1970 United Nations treaty

ATP (formally, the Agreement on the International Carriage of Perishable Foodstuffs and on the Special Equipment to be used for such Carriage (ATP)) is a 1970 United Nations treaty that establishes standards for the international transport of perishable food between the states that ratify the treaty. It has been updated through amendment a number of times and as of 2016 has 50 state parties, most of which are in Europe or Central Asia. It is open to ratification by states that are members of the United Nations Economic Commission for Europe (UNECE) and states that otherwise participate in UNECE activities. "ATP" is derived from the French name of the treaty: Accord relatif aux transports internationaux de denrées périssables et aux engins spéciaux à utiliser pour ces transports.

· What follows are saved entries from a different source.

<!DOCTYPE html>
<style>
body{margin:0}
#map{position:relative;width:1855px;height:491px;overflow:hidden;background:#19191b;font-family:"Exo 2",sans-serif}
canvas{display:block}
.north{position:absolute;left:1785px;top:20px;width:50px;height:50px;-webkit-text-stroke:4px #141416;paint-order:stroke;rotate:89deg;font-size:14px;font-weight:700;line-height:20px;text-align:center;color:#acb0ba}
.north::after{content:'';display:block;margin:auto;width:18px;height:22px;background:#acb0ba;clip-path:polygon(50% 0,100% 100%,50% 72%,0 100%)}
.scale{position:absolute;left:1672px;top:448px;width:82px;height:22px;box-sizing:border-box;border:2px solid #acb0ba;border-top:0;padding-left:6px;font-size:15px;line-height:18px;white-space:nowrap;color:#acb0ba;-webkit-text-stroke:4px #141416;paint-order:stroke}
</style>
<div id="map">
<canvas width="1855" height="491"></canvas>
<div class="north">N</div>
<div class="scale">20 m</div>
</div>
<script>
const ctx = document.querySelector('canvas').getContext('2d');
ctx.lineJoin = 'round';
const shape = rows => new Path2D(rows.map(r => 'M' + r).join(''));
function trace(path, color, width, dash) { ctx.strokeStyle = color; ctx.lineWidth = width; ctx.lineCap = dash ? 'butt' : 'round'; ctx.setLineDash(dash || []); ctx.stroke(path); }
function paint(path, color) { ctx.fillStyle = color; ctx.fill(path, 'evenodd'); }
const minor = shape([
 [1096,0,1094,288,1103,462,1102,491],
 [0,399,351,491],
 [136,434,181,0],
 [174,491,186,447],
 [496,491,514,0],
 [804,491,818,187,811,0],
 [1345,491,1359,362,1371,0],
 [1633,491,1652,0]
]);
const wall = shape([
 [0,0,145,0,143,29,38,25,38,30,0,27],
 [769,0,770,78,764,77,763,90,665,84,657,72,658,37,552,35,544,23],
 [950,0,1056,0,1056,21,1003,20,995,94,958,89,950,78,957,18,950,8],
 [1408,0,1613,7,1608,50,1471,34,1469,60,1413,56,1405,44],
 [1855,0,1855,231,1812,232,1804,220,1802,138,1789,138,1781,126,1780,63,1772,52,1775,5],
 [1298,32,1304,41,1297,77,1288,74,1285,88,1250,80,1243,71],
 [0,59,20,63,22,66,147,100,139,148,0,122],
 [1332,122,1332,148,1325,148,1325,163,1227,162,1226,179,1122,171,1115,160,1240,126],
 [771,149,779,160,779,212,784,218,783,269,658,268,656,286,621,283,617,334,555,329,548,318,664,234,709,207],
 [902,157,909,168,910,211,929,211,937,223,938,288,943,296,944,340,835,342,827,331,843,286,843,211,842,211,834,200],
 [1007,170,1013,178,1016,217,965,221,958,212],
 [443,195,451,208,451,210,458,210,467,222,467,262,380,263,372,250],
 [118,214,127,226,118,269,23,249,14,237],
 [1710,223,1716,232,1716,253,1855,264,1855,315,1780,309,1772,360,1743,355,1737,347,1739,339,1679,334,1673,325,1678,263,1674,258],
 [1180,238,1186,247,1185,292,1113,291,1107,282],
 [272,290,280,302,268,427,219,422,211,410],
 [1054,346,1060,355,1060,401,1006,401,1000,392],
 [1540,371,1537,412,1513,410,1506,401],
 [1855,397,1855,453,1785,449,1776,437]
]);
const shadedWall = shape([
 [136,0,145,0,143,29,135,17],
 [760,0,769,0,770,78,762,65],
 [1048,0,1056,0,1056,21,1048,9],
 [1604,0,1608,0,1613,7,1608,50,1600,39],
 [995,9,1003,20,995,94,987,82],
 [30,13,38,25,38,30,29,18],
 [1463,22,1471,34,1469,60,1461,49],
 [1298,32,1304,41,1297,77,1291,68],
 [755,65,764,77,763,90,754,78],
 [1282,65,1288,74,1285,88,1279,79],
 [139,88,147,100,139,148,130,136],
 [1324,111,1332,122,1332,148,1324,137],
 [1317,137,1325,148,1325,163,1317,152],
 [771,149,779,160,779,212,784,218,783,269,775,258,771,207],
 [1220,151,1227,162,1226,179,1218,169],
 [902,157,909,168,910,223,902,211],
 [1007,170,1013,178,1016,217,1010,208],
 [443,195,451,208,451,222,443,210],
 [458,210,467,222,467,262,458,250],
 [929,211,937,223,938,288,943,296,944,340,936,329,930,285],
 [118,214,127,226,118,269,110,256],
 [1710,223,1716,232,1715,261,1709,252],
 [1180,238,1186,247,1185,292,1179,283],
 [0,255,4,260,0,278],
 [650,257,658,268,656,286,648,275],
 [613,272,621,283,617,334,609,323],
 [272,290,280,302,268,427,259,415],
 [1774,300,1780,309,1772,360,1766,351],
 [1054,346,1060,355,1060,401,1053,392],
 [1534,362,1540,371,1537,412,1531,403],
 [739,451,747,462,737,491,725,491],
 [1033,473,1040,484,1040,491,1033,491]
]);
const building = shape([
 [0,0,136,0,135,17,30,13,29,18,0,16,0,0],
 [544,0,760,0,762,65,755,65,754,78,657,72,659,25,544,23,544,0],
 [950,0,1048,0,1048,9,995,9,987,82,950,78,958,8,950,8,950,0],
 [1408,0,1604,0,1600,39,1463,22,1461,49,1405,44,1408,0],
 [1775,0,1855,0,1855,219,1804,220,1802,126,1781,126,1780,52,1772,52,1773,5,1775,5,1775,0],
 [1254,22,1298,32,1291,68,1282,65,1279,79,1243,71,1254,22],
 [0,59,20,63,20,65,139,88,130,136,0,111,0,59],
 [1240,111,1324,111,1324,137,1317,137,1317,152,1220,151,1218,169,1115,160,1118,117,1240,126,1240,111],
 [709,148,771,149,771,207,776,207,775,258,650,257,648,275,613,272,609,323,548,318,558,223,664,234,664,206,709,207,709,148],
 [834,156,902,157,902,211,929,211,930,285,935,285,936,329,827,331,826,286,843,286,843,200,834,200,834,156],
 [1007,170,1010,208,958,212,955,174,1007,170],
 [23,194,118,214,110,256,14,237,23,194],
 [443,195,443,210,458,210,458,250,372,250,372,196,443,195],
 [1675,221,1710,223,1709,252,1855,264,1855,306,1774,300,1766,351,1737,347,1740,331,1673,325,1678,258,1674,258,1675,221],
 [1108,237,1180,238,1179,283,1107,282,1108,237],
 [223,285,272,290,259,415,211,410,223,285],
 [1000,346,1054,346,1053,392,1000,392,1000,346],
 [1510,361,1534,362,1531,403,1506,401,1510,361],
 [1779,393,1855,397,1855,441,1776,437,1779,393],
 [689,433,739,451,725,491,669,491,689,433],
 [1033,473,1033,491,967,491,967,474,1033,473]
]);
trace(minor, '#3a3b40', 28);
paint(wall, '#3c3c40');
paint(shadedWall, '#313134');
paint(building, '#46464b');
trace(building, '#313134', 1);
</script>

ATP was concluded in Geneva on 1 September 1970 under the aegis of the UNECE. It was signed by Austria, West Germany, Italy, Luxembourg, Netherlands, Portugal, and Switzerland. The treaty entered into force on 21 November 1976 after it had been ratified by five states. ATP was intended to replace the Agreement on Special Equipment for the Transport of Perishable Foodstuffs and on the Use of such Equipment for the International Transport of some of those Foodstuffs, which was concluded in 1962 but never received enough ratifications to enter into force.

ATP mandates that certain types of equipment be used to transport perishable food across borders and that such equipment will be regularly inspected. (For instance, equipment may need to be refrigerated, heated, or insulated.) ATP applies to transport by road and by rail, but it does not apply to transport within the borders of a single country.

As of 2016, the following 50 states are party to ATP:

- Albania
- Andorra
- Austria
- Azerbaijan
- Belarus
- Belgium
- Bosnia and Herzegovina
- Bulgaria
- Croatia
- Czech Republic
- Denmark
- Estonia
- Finland
- France
- Georgia
- Germany
- Greece
- Hungary
- Ireland
- Italy
- Kazakhstan
- Kyrgyzstan
- Latvia
- Lithuania
- Luxembourg
- Republic of Macedonia
- Moldova
- Monaco
- Montenegro
- Morocco
- Netherlands
- Norway
- Poland
- Portugal
- Romania
- Russia
- San Marino
- Saudi Arabia
- Serbia
- Slovakia
- Slovenia
- Spain
- Sweden
- Tajikistan
- Tunisia
- Turkey
- Ukraine
- United Kingdom
- United States
- Uzbekistan

Former state parties are Czechoslovakia, East Germany, and Yugoslavia. Russia ratified as the Soviet Union and Serbia ratified as the Federal Republic of Yugoslavia. Switzerland signed the agreement but has not ratified it.